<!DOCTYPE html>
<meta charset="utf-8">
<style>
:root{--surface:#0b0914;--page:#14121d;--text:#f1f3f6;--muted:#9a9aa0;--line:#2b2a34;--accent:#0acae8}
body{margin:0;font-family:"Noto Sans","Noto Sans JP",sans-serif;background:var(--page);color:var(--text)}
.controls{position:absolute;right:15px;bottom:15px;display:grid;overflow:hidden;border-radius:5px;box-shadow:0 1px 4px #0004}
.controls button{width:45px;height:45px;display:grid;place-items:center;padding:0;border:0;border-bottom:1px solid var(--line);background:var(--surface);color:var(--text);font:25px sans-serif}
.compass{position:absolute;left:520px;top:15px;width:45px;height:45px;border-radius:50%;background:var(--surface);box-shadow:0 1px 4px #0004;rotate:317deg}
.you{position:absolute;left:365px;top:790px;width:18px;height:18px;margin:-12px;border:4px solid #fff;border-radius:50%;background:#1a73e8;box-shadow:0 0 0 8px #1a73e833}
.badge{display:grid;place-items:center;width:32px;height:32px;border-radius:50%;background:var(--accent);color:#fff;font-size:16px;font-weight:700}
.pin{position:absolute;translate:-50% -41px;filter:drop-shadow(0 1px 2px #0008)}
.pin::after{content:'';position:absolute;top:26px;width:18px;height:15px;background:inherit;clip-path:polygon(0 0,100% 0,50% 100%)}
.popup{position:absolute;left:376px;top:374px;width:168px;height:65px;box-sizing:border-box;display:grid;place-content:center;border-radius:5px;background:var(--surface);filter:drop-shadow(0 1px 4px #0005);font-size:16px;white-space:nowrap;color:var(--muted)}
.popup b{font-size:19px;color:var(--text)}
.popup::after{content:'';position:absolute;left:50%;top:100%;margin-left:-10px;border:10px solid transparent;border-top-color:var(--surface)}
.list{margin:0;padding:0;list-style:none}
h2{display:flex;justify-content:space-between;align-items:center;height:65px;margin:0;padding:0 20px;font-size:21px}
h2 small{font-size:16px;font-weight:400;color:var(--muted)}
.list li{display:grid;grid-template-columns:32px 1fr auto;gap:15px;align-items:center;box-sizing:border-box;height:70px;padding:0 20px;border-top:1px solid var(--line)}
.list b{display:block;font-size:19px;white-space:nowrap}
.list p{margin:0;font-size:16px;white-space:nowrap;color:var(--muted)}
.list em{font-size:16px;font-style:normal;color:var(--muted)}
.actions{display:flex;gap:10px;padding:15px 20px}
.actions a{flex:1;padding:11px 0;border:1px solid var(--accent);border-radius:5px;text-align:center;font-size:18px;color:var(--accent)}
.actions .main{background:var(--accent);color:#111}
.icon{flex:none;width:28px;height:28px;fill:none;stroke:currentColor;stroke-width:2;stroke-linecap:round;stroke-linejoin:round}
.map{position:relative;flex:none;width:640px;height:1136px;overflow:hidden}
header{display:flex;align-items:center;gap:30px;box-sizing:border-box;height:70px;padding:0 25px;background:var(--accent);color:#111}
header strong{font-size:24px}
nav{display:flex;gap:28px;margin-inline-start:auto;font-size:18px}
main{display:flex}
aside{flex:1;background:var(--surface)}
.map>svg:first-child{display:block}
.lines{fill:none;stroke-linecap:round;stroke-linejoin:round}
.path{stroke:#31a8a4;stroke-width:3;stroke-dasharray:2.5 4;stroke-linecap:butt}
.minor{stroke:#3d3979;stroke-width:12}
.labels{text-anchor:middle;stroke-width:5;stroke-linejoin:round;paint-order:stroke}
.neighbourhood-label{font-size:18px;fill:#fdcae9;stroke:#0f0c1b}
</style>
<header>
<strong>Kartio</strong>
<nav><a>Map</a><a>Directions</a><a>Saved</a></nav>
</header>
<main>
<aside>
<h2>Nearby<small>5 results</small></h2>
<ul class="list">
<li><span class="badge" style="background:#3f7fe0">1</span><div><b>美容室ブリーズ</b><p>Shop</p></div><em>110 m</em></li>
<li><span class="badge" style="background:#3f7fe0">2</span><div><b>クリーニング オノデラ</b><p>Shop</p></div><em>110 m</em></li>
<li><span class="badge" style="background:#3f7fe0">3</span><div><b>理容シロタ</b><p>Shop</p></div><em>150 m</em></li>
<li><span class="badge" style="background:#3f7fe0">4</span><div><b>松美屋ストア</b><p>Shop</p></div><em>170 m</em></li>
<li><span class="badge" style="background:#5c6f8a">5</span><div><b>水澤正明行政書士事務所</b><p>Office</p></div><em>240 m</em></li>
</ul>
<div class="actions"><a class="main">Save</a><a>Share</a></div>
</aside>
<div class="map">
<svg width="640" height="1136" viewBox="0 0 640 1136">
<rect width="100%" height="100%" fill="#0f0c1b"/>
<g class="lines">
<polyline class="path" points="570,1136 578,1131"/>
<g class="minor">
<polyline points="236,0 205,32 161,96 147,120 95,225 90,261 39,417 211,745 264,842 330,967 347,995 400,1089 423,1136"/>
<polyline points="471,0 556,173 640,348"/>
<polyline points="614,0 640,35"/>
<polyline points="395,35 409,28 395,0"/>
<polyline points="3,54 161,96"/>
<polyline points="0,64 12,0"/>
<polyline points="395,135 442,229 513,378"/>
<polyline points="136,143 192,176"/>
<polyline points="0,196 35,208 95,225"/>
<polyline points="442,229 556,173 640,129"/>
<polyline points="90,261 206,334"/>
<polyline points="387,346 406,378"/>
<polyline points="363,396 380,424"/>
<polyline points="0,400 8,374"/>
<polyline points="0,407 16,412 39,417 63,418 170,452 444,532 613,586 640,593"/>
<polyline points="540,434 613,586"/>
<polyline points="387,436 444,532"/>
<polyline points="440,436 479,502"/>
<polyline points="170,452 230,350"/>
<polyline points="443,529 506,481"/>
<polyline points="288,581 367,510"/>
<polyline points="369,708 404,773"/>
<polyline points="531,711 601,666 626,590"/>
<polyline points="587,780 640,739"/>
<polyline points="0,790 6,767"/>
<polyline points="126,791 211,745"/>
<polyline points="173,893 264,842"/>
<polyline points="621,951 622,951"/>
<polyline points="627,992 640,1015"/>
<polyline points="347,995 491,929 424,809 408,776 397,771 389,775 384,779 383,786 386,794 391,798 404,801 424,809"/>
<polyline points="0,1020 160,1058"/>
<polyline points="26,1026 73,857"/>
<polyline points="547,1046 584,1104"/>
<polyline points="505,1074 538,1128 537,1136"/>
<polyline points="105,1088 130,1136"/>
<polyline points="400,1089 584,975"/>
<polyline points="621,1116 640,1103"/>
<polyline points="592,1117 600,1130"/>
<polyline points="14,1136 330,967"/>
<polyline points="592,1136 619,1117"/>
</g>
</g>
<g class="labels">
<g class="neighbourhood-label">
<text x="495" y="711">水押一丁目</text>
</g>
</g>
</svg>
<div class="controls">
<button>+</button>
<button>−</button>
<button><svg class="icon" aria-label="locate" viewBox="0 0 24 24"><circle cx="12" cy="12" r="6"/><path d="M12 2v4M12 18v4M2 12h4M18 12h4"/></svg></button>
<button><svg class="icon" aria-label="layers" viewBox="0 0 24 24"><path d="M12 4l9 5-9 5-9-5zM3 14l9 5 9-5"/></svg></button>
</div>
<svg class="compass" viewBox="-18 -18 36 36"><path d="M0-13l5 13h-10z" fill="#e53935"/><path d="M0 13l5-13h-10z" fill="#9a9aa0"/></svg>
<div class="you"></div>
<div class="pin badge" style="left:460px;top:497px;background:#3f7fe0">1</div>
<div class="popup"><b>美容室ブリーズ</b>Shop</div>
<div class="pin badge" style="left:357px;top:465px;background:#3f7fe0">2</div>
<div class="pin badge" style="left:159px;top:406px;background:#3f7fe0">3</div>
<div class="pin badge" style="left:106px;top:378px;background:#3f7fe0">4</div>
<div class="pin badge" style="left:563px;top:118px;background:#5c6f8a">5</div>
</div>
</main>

==========

= TASK DIRECTIONS =
Word for word, reproduce the lines of the listing from the first one through the line containing "-41px;filter:drop-shadow(0 1px 2px", and no more.

= YOUR RESPONSE =
<!DOCTYPE html>
<meta charset="utf-8">
<style>
:root{--surface:#0b0914;--page:#14121d;--text:#f1f3f6;--muted:#9a9aa0;--line:#2b2a34;--accent:#0acae8}
body{margin:0;font-family:"Noto Sans","Noto Sans JP",sans-serif;background:var(--page);color:var(--text)}
.controls{position:absolute;right:15px;bottom:15px;display:grid;overflow:hidden;border-radius:5px;box-shadow:0 1px 4px #0004}
.controls button{width:45px;height:45px;display:grid;place-items:center;padding:0;border:0;border-bottom:1px solid var(--line);background:var(--surface);color:var(--text);font:25px sans-serif}
.compass{position:absolute;left:520px;top:15px;width:45px;height:45px;border-radius:50%;background:var(--surface);box-shadow:0 1px 4px #0004;rotate:317deg}
.you{position:absolute;left:365px;top:790px;width:18px;height:18px;margin:-12px;border:4px solid #fff;border-radius:50%;background:#1a73e8;box-shadow:0 0 0 8px #1a73e833}
.badge{display:grid;place-items:center;width:32px;height:32px;border-radius:50%;background:var(--accent);color:#fff;font-size:16px;font-weight:700}
.pin{position:absolute;translate:-50% -41px;filter:drop-shadow(0 1px 2px #0008)}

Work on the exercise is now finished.